When growing elderberry bushes in the home garden, plant them near a water source such as a drip irrigation system or pond, especially if rainfall is infrequent. Ensure that the roots get at least 1 inch of water weekly and keep an eye on soil moisture levels so you can provide supplemental watering during dry spells.
Best if pruned immediately after blooming. The correct time for pruning this plant is late winter or early spring. Pruning will keep it attractive, vigorous and check its spread. As the woody stems become older, they become weaker and less attractive. So, remove the older stems to direct more energy into the newer, more attractive ones.
Propagating Common Elderberry
Cutting the branches of the elderberry bush back to four inches gives you a convenient place to collect cuttings.

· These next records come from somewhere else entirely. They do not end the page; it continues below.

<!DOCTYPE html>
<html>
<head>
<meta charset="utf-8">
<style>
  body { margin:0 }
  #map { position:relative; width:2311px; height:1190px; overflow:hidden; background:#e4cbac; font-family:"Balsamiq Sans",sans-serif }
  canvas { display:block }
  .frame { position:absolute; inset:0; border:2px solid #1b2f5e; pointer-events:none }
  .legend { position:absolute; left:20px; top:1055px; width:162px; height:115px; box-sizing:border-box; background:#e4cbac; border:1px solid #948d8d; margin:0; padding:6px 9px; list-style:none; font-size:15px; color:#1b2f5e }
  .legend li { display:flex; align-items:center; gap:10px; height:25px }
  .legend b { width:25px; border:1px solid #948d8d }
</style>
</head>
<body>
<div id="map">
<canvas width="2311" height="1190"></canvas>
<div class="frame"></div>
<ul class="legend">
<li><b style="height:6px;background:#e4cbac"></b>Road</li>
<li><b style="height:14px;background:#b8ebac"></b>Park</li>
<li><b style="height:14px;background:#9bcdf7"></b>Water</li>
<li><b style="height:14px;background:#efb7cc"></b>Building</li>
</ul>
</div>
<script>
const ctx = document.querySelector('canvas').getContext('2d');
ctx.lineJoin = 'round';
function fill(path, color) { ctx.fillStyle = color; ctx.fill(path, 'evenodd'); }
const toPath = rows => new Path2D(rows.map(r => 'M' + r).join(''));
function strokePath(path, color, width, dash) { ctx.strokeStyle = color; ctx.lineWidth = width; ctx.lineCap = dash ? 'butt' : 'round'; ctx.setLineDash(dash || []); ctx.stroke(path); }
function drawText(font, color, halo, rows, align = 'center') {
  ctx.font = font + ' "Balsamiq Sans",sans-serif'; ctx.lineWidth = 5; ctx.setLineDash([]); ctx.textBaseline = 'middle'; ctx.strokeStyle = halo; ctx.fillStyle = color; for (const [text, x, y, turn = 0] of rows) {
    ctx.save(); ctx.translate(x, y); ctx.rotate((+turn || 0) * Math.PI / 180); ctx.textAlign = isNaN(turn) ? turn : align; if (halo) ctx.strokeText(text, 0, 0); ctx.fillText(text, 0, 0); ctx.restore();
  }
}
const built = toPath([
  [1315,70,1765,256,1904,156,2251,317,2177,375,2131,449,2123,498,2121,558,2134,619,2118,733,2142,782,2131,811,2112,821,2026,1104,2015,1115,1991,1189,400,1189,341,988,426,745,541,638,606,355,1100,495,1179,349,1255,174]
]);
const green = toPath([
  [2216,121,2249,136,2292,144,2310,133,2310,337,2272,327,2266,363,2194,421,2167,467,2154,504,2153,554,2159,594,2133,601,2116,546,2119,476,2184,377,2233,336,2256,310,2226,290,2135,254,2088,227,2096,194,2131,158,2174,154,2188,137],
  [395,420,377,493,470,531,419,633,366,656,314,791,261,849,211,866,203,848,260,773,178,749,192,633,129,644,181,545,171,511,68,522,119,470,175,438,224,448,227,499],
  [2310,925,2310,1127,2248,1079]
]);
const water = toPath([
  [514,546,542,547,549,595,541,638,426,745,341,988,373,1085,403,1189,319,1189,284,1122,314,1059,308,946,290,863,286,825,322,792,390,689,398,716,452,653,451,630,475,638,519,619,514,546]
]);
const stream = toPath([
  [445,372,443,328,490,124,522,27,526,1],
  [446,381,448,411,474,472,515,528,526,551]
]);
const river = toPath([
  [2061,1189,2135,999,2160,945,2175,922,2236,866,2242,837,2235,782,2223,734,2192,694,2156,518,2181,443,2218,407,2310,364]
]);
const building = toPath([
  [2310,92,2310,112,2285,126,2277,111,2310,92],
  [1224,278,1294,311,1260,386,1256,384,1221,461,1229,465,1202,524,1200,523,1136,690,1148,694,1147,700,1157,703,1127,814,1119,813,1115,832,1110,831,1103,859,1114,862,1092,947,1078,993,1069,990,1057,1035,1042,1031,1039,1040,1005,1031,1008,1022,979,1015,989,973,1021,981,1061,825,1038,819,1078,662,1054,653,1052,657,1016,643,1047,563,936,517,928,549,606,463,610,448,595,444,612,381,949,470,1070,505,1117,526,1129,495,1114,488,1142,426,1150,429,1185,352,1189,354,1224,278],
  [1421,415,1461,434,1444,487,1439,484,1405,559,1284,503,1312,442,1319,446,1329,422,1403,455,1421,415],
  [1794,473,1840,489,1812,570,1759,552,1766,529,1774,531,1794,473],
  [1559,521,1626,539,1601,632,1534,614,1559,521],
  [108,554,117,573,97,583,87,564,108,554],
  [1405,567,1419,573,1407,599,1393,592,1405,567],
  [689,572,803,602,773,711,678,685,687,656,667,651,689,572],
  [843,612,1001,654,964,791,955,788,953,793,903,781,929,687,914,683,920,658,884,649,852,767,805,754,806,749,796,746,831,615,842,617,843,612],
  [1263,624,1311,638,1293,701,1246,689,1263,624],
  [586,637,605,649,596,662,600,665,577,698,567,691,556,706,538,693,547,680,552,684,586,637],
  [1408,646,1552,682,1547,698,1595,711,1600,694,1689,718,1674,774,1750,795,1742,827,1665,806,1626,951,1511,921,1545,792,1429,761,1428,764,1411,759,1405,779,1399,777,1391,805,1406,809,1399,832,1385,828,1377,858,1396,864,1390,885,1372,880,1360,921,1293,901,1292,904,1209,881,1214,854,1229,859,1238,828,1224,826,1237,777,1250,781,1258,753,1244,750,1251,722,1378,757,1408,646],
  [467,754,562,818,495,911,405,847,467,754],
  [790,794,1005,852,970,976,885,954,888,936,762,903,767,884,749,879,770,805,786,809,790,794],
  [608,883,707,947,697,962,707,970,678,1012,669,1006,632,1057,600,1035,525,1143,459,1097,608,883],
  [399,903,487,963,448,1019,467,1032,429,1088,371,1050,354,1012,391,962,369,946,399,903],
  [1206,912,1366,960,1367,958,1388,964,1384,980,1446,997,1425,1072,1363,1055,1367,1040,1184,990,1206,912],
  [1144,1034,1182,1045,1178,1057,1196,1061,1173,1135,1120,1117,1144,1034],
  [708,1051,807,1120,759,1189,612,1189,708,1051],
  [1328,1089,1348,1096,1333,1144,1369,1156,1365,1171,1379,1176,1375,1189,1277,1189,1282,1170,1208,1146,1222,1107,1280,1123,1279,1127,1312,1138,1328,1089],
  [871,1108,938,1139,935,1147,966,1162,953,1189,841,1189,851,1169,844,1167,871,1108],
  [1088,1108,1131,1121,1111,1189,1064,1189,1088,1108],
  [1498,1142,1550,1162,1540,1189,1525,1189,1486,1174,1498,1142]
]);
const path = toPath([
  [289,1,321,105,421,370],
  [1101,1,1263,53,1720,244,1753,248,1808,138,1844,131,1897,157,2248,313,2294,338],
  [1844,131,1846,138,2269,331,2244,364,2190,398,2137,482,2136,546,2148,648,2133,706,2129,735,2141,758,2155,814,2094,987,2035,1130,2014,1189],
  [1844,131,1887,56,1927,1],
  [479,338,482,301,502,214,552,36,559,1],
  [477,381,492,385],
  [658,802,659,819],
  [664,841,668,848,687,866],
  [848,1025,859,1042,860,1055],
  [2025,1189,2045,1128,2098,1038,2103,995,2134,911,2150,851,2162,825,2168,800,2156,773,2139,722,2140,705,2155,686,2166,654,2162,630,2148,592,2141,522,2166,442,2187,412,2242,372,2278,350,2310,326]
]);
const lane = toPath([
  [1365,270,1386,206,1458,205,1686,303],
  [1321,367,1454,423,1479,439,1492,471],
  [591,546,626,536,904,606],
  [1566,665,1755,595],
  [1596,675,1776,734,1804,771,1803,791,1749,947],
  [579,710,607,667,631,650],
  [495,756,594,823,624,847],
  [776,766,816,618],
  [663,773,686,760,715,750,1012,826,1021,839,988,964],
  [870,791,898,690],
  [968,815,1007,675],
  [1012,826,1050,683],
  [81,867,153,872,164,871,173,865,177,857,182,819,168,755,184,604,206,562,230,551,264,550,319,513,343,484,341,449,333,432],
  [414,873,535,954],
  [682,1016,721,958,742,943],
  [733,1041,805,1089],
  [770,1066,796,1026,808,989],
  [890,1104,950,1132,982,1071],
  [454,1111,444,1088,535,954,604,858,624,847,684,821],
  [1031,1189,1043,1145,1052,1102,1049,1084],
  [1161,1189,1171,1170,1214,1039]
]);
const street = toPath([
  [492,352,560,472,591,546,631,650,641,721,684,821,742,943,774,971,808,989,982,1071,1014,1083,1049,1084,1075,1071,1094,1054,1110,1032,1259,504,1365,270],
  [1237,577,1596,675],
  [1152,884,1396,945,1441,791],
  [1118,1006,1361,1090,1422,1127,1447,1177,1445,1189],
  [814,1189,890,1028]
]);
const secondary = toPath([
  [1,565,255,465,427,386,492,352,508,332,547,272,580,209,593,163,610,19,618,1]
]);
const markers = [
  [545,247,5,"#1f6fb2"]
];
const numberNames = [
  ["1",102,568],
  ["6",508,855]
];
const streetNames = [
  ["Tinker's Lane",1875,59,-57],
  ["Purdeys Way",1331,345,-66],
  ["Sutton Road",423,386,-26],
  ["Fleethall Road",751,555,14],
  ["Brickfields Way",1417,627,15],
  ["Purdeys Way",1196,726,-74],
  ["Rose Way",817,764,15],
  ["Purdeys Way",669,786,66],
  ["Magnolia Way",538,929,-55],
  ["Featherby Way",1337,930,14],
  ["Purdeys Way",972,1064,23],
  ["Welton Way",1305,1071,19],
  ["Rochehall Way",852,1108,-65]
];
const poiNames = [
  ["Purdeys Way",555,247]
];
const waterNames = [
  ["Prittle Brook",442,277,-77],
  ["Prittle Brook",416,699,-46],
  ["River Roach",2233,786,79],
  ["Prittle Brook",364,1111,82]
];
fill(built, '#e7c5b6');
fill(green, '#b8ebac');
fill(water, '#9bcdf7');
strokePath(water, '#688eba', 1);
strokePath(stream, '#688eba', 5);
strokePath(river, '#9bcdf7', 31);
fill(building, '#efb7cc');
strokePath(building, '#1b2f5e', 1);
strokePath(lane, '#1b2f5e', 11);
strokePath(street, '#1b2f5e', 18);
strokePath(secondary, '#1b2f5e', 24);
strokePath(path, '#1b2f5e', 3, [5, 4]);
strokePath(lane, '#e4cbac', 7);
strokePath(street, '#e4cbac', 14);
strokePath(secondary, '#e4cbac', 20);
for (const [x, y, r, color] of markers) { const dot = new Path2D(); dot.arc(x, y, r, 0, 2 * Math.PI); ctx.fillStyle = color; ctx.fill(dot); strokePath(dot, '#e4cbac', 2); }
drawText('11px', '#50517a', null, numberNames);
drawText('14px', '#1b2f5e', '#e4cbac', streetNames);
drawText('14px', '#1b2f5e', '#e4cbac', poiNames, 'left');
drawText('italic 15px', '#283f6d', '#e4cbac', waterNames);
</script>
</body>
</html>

To propagate common elderberry, remove the smaller tip shoots from grown branches’ end and dip them into rooting hormone. The best time for this operation is fall or early winter. Remove all leaves on the cutting except the top two pairs. This makes it easier to dip into rooting hormone and reduces the chances of disease spores falling into any open cuts.
Shorten all side branches by half their length to direct energy into the main stem. Root the cuttings in a pot filled with sand, peat moss, and perlite at a ratio of 1:1:1. Water sparingly until roots form.
After three weeks, the cuttings should be ready to plant in your garden or for overwintering. Select a location that gets at least six hours of sun per day and has well-drained soil.
Common Pests and Diseases
Prone to a number of diseases, including canker, leaf spot, and powdery mildew. Apply Neem oil once pollination begins for best results. Also, make sure there is proper spacing to promote good air circulation, irrigate at soil level, and keep mulch six inches away from the main stems of the bush.
FAQs on How to Grow Black Lace Elderberry
What plants are compatible with black lace elderberry?
White pine trees and quaking aspen are good elderberry companion plants, especially if you're looking for something taller than the shrubs.
Final Thought on How to Grow Black Lace Elderberry
Elderberry plants are very popular plants that you can never miss. Not only do these shrubs look splendid and very familiar, but they're also low maintenance in almost any environment and growing conditions.